» Work order
For each line below that holds the word "fabs", make a copy.
═════ Excerpted records
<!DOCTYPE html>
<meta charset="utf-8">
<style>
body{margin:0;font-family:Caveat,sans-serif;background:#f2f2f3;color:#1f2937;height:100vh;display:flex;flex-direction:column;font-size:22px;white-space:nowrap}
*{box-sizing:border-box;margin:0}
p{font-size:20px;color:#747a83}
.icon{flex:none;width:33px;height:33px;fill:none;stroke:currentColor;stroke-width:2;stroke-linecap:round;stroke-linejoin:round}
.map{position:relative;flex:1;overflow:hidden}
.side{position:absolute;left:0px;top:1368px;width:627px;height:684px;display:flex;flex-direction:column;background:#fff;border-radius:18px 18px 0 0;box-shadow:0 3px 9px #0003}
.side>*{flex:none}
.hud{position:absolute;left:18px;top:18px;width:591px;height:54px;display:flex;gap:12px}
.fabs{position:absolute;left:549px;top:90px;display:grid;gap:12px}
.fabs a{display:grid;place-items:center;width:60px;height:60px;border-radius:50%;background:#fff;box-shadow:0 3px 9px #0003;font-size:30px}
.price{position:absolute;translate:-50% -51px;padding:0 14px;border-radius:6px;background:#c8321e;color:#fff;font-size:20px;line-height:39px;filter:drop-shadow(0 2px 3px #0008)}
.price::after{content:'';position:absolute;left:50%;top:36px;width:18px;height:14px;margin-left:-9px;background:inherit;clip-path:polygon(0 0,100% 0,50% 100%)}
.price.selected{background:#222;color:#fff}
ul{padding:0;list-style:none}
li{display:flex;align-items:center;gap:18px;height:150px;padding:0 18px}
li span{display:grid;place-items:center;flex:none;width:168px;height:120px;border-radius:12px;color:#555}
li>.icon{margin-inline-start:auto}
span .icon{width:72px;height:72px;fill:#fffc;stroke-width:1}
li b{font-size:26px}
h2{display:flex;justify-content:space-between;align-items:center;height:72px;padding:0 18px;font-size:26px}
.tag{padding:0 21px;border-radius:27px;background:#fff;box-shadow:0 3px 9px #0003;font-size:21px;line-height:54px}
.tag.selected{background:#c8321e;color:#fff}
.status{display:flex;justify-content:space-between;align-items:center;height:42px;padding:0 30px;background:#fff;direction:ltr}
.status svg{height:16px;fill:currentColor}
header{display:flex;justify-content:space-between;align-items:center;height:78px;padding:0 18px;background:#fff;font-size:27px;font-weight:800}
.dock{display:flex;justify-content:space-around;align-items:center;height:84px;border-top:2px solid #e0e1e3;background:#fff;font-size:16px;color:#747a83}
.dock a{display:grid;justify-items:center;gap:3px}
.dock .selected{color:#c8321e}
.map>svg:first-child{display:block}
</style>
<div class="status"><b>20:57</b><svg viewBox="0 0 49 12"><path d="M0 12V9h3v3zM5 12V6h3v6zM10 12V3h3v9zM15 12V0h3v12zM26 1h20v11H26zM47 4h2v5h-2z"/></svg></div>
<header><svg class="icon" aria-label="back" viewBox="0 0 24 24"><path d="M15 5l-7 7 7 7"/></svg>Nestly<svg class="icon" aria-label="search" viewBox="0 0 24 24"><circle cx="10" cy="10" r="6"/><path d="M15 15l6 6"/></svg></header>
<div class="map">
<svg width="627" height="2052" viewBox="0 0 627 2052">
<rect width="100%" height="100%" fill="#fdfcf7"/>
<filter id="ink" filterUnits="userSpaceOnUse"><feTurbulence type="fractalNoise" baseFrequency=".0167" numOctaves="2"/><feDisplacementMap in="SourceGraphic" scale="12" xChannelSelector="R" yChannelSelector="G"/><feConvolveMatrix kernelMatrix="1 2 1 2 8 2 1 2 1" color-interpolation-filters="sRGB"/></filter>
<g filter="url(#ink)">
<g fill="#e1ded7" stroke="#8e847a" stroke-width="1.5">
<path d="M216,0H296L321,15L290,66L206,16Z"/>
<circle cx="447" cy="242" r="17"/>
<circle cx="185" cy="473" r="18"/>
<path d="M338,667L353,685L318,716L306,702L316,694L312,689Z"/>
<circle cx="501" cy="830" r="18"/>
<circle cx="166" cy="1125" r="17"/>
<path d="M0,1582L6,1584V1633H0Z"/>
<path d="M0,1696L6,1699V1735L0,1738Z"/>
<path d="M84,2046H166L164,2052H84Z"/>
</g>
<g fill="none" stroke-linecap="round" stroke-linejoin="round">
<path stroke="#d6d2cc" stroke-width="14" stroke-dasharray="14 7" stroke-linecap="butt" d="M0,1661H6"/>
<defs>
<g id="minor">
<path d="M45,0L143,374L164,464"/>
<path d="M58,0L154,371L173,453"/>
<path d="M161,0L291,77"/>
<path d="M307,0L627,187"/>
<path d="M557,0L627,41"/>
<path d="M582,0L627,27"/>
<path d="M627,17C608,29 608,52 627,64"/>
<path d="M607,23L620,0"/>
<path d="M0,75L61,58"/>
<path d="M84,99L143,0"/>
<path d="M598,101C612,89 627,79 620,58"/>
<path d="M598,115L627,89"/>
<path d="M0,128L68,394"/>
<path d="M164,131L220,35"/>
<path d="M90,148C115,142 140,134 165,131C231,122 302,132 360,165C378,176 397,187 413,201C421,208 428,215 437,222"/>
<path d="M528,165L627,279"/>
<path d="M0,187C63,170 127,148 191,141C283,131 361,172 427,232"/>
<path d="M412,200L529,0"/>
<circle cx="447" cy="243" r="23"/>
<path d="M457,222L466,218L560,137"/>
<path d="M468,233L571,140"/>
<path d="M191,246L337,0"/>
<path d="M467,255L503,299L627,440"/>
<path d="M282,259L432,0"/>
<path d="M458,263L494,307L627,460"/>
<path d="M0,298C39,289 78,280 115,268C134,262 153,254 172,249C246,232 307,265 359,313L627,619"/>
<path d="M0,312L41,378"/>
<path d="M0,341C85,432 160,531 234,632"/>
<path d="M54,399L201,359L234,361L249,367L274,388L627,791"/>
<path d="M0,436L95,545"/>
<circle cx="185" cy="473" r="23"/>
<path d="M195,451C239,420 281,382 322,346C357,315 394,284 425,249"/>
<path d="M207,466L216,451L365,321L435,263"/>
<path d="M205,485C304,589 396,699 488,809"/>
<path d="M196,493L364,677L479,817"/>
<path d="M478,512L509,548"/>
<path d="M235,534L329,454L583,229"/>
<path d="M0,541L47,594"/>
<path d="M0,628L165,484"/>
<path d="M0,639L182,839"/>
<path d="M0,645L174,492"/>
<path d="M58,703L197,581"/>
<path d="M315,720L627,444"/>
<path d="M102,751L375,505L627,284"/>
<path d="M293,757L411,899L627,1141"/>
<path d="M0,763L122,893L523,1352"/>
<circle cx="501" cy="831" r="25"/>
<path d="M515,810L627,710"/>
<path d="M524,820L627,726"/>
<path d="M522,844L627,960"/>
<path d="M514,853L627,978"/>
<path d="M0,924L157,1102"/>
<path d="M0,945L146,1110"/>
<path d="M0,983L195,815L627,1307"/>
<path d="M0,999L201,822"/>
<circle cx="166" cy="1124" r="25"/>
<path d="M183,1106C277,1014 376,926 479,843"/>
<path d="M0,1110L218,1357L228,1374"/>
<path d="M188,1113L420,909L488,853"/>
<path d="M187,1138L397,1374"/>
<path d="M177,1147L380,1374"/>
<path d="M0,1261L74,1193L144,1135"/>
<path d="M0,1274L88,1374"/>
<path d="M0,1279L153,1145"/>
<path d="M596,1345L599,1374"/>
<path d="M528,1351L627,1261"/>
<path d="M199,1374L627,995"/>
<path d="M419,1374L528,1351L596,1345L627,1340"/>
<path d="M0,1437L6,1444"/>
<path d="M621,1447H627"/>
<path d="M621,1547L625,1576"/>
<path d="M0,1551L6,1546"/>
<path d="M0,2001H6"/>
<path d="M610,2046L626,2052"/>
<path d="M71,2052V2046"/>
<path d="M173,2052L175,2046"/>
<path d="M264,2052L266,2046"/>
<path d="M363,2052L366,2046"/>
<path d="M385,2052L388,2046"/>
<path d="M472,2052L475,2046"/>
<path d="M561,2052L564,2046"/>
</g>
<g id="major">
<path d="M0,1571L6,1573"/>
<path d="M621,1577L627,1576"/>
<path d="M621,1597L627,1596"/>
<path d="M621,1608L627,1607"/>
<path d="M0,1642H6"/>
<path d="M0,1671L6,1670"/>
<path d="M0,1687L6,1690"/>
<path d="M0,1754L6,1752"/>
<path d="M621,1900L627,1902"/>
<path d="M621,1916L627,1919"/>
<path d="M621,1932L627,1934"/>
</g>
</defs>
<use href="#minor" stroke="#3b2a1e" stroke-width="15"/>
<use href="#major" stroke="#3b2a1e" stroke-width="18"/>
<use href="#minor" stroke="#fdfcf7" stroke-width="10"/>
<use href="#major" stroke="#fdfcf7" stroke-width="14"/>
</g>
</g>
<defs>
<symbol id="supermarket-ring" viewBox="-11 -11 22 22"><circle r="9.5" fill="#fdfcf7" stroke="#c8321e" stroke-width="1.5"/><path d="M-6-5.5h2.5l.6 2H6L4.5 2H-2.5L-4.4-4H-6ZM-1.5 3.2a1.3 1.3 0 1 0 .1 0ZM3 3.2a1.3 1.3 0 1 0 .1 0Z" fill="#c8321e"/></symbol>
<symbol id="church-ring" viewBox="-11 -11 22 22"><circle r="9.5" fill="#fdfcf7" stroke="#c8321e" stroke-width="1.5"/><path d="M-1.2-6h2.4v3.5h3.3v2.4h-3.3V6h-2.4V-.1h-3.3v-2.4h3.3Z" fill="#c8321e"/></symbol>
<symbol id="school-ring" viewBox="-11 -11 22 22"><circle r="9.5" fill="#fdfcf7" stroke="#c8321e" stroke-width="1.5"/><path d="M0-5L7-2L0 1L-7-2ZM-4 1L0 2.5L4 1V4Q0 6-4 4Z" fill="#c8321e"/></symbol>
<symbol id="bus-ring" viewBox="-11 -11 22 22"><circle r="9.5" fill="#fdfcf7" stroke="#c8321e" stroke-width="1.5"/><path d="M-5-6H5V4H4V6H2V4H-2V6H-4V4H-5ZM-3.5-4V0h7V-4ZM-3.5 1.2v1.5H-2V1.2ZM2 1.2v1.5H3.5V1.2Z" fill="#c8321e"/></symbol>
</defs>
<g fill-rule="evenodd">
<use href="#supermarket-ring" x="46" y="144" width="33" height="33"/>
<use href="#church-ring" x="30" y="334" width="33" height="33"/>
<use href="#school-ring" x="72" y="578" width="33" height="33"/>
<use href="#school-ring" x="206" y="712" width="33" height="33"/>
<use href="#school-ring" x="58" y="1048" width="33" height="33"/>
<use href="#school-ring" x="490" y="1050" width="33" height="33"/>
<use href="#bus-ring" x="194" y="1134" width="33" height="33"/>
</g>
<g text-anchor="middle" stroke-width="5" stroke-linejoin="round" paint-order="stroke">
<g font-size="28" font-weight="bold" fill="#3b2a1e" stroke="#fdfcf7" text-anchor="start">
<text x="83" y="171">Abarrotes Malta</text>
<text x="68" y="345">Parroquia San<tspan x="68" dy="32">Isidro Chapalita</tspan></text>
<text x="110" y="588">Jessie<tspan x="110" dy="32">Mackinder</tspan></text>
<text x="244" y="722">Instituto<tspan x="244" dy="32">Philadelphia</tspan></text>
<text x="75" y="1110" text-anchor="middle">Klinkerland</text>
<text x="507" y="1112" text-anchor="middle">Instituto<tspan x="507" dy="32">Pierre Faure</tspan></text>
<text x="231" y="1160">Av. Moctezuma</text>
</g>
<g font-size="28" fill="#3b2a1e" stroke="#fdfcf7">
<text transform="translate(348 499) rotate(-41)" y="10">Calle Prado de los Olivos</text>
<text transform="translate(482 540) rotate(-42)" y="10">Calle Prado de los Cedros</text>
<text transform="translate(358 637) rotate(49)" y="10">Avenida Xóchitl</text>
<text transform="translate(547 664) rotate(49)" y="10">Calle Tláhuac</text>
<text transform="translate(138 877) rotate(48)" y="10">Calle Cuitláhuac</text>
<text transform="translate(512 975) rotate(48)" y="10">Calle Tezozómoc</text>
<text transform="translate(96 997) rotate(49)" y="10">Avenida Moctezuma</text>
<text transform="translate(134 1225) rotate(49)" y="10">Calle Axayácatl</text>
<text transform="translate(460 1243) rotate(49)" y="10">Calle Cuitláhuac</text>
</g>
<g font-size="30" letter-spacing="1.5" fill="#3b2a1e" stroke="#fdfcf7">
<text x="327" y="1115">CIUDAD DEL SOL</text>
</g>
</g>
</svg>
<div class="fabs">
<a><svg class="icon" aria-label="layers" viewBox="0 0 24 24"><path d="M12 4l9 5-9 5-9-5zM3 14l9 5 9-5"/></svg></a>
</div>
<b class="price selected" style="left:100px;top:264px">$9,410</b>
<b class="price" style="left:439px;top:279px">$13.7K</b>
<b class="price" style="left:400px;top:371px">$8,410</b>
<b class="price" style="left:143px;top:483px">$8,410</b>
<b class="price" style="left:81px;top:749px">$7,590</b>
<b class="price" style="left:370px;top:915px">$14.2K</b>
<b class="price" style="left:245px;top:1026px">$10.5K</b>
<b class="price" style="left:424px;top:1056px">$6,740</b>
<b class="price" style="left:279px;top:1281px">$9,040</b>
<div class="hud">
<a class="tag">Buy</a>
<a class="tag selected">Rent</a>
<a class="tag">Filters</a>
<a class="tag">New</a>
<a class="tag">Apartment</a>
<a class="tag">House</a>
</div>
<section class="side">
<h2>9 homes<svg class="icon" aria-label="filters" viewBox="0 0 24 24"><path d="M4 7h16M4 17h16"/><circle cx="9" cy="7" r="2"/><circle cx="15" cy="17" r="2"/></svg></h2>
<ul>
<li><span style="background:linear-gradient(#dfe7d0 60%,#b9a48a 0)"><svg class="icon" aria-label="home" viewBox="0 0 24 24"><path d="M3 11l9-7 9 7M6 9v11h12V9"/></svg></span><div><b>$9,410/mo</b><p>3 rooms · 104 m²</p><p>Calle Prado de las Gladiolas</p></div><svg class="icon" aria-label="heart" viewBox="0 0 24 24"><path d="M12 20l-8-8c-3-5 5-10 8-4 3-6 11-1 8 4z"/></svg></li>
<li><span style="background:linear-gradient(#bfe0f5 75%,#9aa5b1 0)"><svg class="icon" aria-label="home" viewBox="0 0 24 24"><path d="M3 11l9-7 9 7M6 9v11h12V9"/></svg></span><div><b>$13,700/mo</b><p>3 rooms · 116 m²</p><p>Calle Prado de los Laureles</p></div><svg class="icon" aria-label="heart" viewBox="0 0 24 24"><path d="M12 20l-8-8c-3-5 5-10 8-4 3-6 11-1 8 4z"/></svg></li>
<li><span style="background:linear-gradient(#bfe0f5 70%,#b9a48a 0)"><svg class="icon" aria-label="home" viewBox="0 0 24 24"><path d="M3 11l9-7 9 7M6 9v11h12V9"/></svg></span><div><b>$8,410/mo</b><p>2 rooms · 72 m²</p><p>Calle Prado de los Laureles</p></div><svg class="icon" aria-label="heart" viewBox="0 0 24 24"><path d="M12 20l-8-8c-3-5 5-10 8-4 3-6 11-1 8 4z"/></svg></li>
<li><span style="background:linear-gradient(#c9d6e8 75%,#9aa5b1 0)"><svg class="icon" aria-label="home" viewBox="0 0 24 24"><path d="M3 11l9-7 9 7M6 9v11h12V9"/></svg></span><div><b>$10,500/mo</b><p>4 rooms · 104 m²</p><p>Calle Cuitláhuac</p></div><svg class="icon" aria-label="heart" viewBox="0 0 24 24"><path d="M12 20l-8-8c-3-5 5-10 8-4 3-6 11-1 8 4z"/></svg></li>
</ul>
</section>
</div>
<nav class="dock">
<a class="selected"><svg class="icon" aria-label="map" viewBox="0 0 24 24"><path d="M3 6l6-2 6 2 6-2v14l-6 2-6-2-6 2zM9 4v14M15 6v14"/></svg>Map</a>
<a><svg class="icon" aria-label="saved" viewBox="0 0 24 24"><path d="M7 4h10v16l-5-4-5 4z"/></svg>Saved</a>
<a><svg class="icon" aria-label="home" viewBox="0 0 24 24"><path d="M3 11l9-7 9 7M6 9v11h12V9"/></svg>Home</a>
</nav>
══════════
» Solution for this problem
.fabs{position:absolute;left:549px;top:90px;display:grid;gap:12px}
.fabs a{display:grid;place-items:center;width:60px;height:60px;border-radius:50%;background:#fff;box-shadow:0 3px 9px #0003;font-size:30px}
<div class="fabs">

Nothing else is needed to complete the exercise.